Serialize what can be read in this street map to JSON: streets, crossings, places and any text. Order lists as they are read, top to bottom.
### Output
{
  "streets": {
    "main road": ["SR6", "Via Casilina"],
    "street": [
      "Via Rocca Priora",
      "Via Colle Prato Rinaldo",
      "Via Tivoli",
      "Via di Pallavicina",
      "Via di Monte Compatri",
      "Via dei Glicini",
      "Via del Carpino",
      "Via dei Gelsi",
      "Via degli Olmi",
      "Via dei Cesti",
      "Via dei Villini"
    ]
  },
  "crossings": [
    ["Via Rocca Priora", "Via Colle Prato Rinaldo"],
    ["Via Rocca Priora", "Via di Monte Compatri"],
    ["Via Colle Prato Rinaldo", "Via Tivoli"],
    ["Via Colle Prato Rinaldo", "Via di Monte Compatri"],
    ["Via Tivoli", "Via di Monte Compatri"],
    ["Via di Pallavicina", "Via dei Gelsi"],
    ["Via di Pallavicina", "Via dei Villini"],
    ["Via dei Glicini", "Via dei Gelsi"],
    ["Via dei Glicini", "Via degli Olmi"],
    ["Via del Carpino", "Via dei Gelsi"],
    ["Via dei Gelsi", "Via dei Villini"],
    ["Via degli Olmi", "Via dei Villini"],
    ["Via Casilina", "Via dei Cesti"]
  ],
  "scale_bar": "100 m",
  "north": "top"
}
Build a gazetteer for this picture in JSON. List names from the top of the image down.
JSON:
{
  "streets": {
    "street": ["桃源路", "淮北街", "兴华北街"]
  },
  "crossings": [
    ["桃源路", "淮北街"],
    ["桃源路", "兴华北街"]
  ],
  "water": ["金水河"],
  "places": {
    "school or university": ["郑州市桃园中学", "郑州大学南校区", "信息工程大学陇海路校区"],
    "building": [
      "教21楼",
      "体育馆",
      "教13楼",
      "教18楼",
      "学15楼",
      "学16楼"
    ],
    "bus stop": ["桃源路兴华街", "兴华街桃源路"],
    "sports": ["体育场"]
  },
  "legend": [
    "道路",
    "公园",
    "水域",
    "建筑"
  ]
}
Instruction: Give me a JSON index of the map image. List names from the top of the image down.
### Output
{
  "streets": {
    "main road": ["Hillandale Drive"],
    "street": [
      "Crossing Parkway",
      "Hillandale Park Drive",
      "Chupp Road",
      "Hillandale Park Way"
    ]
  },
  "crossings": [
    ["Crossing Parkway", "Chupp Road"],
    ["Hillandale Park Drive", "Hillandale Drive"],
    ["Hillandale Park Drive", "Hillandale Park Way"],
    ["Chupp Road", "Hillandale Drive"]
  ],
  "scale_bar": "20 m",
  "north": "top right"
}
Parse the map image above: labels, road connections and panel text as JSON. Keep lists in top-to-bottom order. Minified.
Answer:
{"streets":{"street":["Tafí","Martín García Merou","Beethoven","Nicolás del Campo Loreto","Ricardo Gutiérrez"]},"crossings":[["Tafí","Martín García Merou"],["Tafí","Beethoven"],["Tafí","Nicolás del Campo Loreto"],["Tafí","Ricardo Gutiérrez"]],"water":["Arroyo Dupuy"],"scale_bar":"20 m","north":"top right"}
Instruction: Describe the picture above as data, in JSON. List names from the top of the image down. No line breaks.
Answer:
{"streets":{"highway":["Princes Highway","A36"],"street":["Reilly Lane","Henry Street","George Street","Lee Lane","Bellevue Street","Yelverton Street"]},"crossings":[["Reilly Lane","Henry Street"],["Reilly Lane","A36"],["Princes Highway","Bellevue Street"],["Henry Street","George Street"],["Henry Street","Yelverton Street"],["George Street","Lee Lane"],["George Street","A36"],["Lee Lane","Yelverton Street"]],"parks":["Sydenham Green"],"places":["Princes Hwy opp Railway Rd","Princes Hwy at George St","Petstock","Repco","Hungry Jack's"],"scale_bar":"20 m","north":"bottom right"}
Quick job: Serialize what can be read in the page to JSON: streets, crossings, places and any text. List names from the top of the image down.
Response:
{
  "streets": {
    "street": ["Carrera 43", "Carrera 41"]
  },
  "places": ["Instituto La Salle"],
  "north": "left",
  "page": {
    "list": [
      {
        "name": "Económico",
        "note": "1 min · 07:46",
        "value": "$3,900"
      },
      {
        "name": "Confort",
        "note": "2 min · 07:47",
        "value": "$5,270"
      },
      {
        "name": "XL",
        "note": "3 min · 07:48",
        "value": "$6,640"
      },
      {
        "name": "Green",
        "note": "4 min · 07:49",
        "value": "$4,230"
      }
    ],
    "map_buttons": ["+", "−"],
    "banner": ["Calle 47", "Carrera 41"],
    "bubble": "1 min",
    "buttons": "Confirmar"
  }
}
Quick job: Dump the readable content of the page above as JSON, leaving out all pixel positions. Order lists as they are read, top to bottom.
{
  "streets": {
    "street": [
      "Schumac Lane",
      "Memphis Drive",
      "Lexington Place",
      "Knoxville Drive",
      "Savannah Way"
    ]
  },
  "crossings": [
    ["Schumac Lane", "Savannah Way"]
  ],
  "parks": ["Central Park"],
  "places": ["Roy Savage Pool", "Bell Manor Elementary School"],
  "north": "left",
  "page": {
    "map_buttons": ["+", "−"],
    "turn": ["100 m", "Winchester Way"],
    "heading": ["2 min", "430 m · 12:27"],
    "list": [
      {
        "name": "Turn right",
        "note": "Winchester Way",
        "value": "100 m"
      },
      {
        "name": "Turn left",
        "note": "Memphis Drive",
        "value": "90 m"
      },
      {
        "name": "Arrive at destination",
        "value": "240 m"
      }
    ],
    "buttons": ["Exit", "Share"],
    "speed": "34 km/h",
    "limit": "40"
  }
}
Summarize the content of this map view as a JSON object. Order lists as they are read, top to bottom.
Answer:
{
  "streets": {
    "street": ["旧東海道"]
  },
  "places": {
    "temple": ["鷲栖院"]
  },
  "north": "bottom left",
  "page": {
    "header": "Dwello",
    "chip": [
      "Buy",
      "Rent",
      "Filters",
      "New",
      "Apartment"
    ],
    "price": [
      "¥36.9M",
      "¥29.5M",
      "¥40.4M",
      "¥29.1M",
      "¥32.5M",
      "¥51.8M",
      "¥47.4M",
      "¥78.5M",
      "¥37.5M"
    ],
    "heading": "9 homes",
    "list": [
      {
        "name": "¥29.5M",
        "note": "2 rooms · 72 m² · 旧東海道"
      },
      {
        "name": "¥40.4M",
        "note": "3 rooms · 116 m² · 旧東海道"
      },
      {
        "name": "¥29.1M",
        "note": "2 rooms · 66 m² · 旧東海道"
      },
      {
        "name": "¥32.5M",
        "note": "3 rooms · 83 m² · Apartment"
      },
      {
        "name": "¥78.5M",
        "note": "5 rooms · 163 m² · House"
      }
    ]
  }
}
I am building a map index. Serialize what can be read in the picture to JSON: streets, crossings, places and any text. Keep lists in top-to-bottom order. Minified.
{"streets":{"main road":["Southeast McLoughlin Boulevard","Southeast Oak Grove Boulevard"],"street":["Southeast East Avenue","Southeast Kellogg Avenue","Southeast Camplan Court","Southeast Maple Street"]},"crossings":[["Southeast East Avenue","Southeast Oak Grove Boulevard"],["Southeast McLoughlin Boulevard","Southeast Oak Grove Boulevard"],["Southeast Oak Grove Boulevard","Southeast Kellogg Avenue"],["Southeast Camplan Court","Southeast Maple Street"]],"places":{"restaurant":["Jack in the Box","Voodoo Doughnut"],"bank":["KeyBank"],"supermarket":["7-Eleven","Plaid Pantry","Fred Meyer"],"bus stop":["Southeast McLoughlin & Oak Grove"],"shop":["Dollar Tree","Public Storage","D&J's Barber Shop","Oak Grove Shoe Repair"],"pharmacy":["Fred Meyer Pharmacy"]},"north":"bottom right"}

=-=-=

The answer is each line from the entries above in which the word "names" occurs.

Build a gazetteer for this picture in JSON. List names from the top of the image down.
Instruction: Give me a JSON index of the map image. List names from the top of the image down.
Instruction: Describe the picture above as data, in JSON. List names from the top of the image down. No line breaks.
Quick job: Serialize what can be read in the page to JSON: streets, crossings, places and any text. List names from the top of the image down.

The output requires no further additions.